静岡大学農学部卒業。出版社、新聞社を経て、主に林業を中心に取材・執筆。著書に『森と日本人の1500年』(平凡社新書)、『森は怪しいワンダーランド』(新泉社)など多数。

 延岡市の60代の女性のところに林業の仲介者と称する男が訪れたのは、16年2月だった。「間違ってあなたの山の木を数本伐ってしまった」という。その時はさほど重大視しなかったが、現地に足を運んだ。すると1300本もの木が伐られていたと判明する。

 森林組合や市と相談して調べると伐採届も出されていない。ただ、ほぼ隣接する0・03ヘクタール分の山林に届けが出され、それを基に27倍もの面積の女性の山を伐っていた。仲介者が「間違えた」と伝えに来たのは、伐採業者が勝手に伐ったと言い逃れするためだろうか。その後、山は土砂災害特別警戒区域に指定されてしまった。

 警察に被害届を出しに行くと「伐採業者も仲介者に騙(だま)されたと言っている。彼が被害届を出さないとあなたの届を受理できない」という理解不能の返答だった。弁護士にも依頼して証拠書類を揃えて警察に幾度も足を運ぶが受け付けられない。その間、業者からの脅しの電話もあったという。

 ようやく受理されたのは18年9月。
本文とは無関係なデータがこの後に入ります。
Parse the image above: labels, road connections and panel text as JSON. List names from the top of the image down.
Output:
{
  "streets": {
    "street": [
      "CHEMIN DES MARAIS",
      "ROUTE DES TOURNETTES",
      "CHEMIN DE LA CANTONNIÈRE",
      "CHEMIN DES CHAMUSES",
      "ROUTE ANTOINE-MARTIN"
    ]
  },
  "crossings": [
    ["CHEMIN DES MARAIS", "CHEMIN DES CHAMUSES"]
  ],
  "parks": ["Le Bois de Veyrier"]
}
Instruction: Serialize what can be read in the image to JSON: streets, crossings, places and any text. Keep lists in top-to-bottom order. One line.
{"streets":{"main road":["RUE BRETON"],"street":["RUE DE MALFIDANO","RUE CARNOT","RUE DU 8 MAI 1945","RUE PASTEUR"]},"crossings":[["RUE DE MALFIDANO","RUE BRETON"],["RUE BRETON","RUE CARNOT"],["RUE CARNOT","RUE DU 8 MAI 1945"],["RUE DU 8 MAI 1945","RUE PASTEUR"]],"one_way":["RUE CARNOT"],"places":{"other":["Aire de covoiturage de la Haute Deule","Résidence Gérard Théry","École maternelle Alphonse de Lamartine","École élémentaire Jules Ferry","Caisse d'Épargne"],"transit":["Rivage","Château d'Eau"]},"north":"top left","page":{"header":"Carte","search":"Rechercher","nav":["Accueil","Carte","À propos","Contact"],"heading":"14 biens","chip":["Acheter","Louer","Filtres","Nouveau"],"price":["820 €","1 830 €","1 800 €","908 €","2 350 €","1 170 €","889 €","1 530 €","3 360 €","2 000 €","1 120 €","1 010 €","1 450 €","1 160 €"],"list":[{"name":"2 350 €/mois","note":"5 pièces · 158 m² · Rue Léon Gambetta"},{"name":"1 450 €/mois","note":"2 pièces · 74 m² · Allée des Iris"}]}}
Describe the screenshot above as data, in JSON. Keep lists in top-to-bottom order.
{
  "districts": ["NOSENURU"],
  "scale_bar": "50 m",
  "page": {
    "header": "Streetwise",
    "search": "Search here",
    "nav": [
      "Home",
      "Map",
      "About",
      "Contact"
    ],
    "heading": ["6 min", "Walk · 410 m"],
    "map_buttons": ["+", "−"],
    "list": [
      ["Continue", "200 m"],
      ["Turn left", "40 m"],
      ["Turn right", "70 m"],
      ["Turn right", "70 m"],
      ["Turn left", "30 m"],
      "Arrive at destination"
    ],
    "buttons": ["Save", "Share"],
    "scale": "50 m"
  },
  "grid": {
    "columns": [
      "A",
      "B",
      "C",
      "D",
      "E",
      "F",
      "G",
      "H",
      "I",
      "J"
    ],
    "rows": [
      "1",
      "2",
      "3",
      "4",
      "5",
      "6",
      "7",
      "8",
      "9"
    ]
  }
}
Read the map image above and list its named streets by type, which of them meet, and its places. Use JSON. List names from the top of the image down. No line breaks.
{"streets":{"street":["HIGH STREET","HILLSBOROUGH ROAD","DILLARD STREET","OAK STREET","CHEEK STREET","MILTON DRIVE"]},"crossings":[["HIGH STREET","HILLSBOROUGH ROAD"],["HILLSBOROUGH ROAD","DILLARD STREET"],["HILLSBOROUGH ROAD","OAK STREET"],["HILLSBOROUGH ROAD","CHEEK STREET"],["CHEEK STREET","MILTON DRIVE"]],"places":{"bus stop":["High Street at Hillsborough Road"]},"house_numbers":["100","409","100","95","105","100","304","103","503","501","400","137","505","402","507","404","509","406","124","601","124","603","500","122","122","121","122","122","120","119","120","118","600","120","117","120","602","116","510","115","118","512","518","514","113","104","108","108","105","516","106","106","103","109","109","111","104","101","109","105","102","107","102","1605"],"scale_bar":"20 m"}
警察に70回は通ったという。

 「これだけ粘ったのは、うちの山が盗伐されたのは5回目だからです。もう我慢できないと思って」

 だが12月に不起訴の決定がなされた。翌2月に検察審査会に申し立てをした結果、4月15日に送検された7人のうち仲介者1人だけが「起訴相当」となる。不満はあるというが、盗伐としての刑事裁判がようやく始まる。

 「被害者の会の会員の約9割は高齢者で、山に足を運ぶのが難しい人。それに県外居住者です。障害者を抱える家族もいます。伐られたことに気づきにくく、訴えなさそうな相手を選んでいるんです。伐採業者の中には県の優良事業者に認定された者もいて、補助金を受け取っています」(海老原さん)

 目立つのは警察や自治体などの不作為や消極姿勢だ。被害を警察に訴えても被害届を受け付けなかったり、当初から示談を勧められたりするケースが多い。その点の宮崎県警の回答は「個別の事案に応じ、適切に対応しています」「犯罪があると思料される場合は捜査を行っています」だった。

宮崎県に合致する
盗伐を誘発する3条件

 宮崎県で何が起きているのか。18年の木材生産量は約192万立方メートルと北海道に続く。とくに9割を占めるスギの生産量は28年連続日本一だ。県内には製材・集成材工場が多くあり、バイオマス発電所が9つも建設された。15年には大手の製材工場が新たに稼働した。さらに中国や韓国への木材輸出も増えている。原木はいくらあっても足りない状態だという。

 しかし、伐採しやすい山は尽きてきた。残るのは搬出の難しい奥山や、所有者が不明もしくは境界が確定していない山、そして伐採を認めない所有者の山などが多い。

 盗伐問題を研究する九州大学・持続可能な社会のための決断科学センターの御田成顕講師によると、盗伐の発生には3つの条件があるという。「好適な対象」に「盗伐者の動機」、そして「監視体制の不備」だ。宮崎県の場合、これがピタリと当てはまるという。